Cuando se leen las Sagradas
Escrituras (en el contexto de la religión católica) encontramos diferentes ejemplos
de tipos de personas: unas que están dispuestas a enfrentar sus retos, otras
que no lo están y aquellas que definitivamente no quieren y no pueden.
La primeras son personas que superan sus propios
sesgos, sus propios temores y miedos, para dar un paso en medio del vacío, con
la confianza puesta en la divinidad, para lograr todo aquello que se proponen. Si no lo logran, ha sido un intento más, donde han
aprendido y reconocido que tienen oportunidades y ventanas de aprendizaje para
potenciar sus propios estándares. Luego, recargan fuerzas, consolidan nuevas
condiciones personales y contextuales y se lanzan nuevamente a conquistar sus propios
desafíos para ver en sí mismos el brillo de la fuerza divina, que los
transforma en otros distintos.
Las personas que no están dispuestas a superar sus
retos, son aquellas que le tienen miedo a lograr lo que se proponen. Temen más
por el “qué dirán”, que por el reto mismo de alcanzar lo que quieren. Están atrapadas en el control que ejercen otros
sobre ellos. Delegan el control de sus propias vidas a los comentarios de
otros, dejando que sus propias iniciativas carezcan de la fuerza necesaria para
superar sus propias autorestricciones. Las personas que temen enfrentar sus
desafíos, piensan más en la falla que en los grandes aprendizajes que se ganan
intentando llegar hasta donde otros no lo han hecho. Quienes se asustan con sus
retos, no avanzan y por lo tanto, tienden a retroceder.

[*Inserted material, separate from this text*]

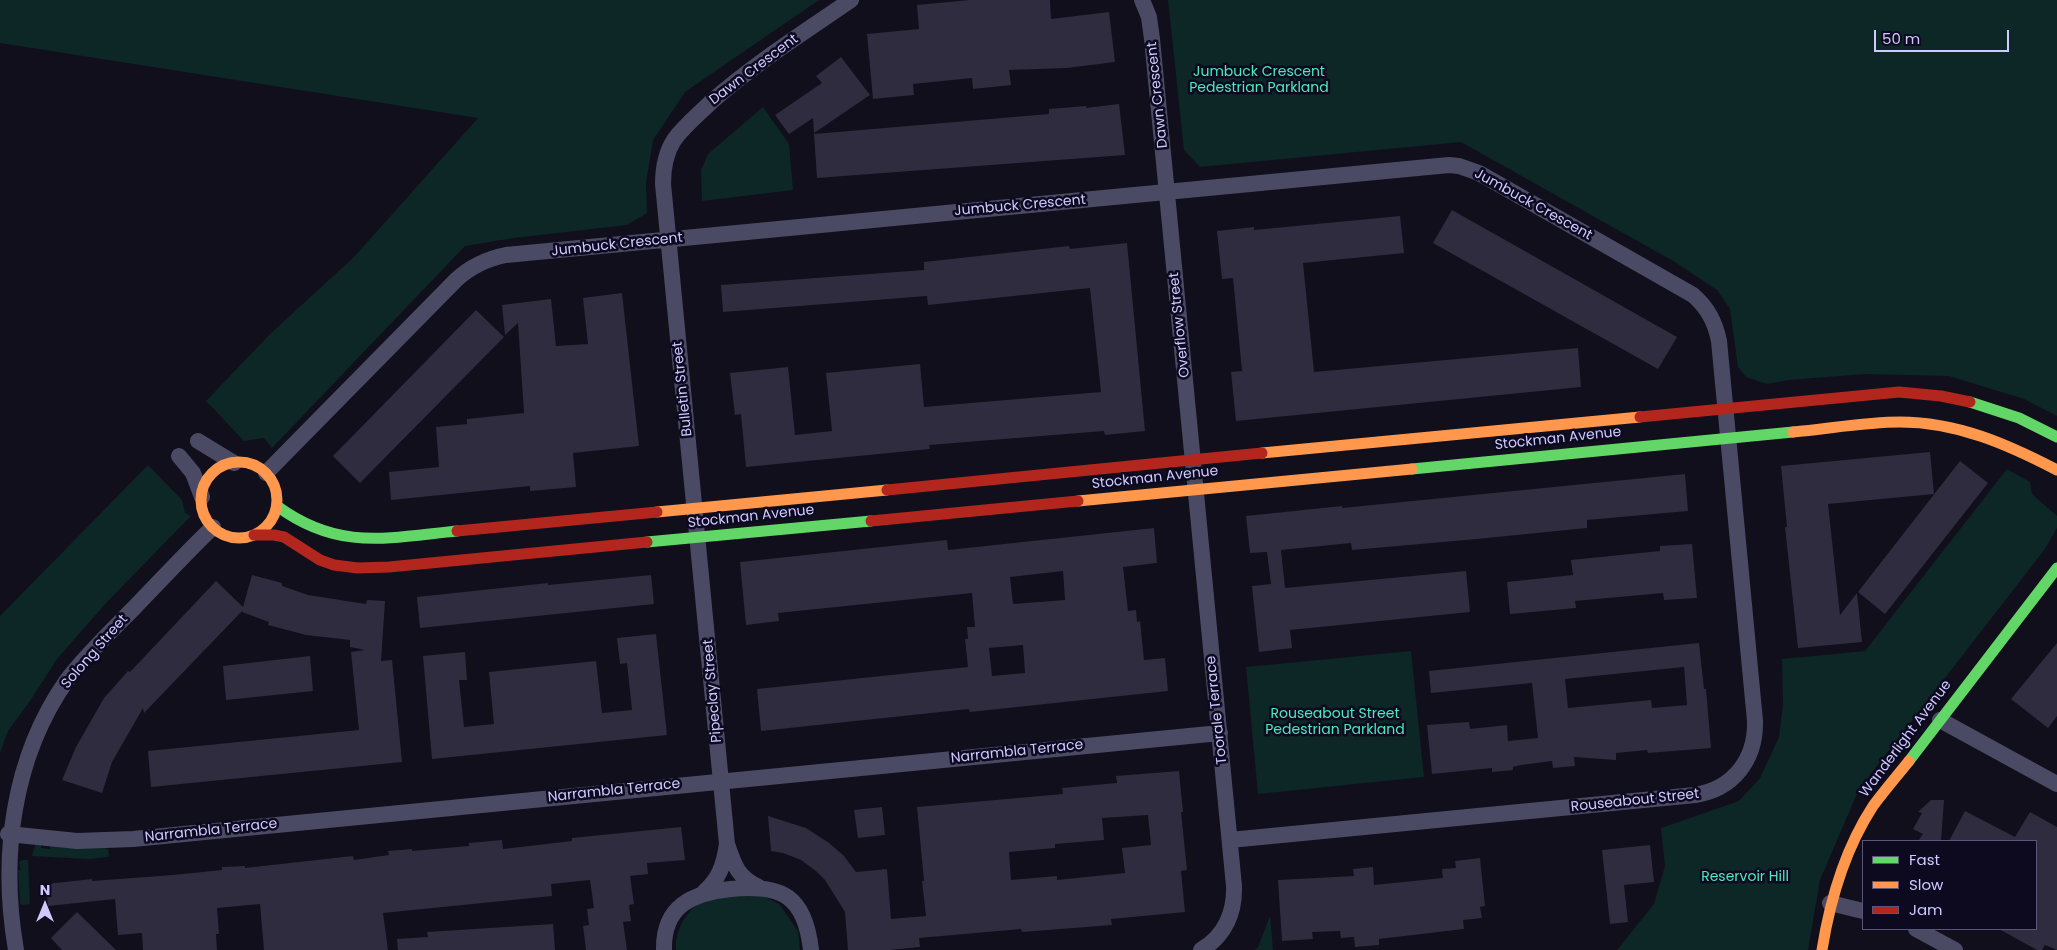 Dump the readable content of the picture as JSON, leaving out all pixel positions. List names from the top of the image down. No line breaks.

Las terceras personas están atrapadas, no en los
intentos, sino en la calificación emocional y afectiva de éstos, que se
denomina “fracaso”. No comprenden que las fallas o aquellas cosas que no salen
como estaban planeadas, son parte inherente del proceso de aprender y crecer
como seres humanos. Aprendemos mucho
más de aquello que no resulta como esperábamos, que de los momentos donde logramos
lo que queremos. Entender el error como una oportunidad para superar nuestros
inciertos, nos permite ver la vida en perspectiva, en clave educativa, es
decir, como aprendices que reconocen que no saben y están dispuestos a dar su
mejor esfuerzo para retar sus posturas y saberes previos.
El hombre moderno y
conectado con su espiritualidad profunda, no busca desesperadamente encontrar garantías
absolutas de que nada fallará, sino que navega en océanos de incertidumbres,
para conquistar archipiélagos de certezas, que lo invitan en cada momento a
renovar sus marcos de conocimiento y reconocimiento del mundo, como una forma
natural para seguir avanzando mar adentro, como Pedro y Santiago, para lanzar
las redes y obtener la pesca abundante. Esa que no es otra, que confiar en la palabra
del Crucificado, para abrirse a la bendición abundante y generosa de aquel que
cree sin haber visto.
Las Escrituras no
contienen una historia de un “fracaso”, sino diferentes historias de hombres
que continúan intentando, perseverando y aprendiendo que la vida es, una
oportunidad finita que tiene la humanidad para experimentar la luz de la
esperanza, la tenacidad del navegante, la experiencia del pescador y la sabiduría
de los ancianos, como testimonios de fe inquebrantables que ven en cada momento
de la vida, la mejor preparación para alcanzar el siguiente nivel en lo
personal, en lo profesional y en lo espiritual.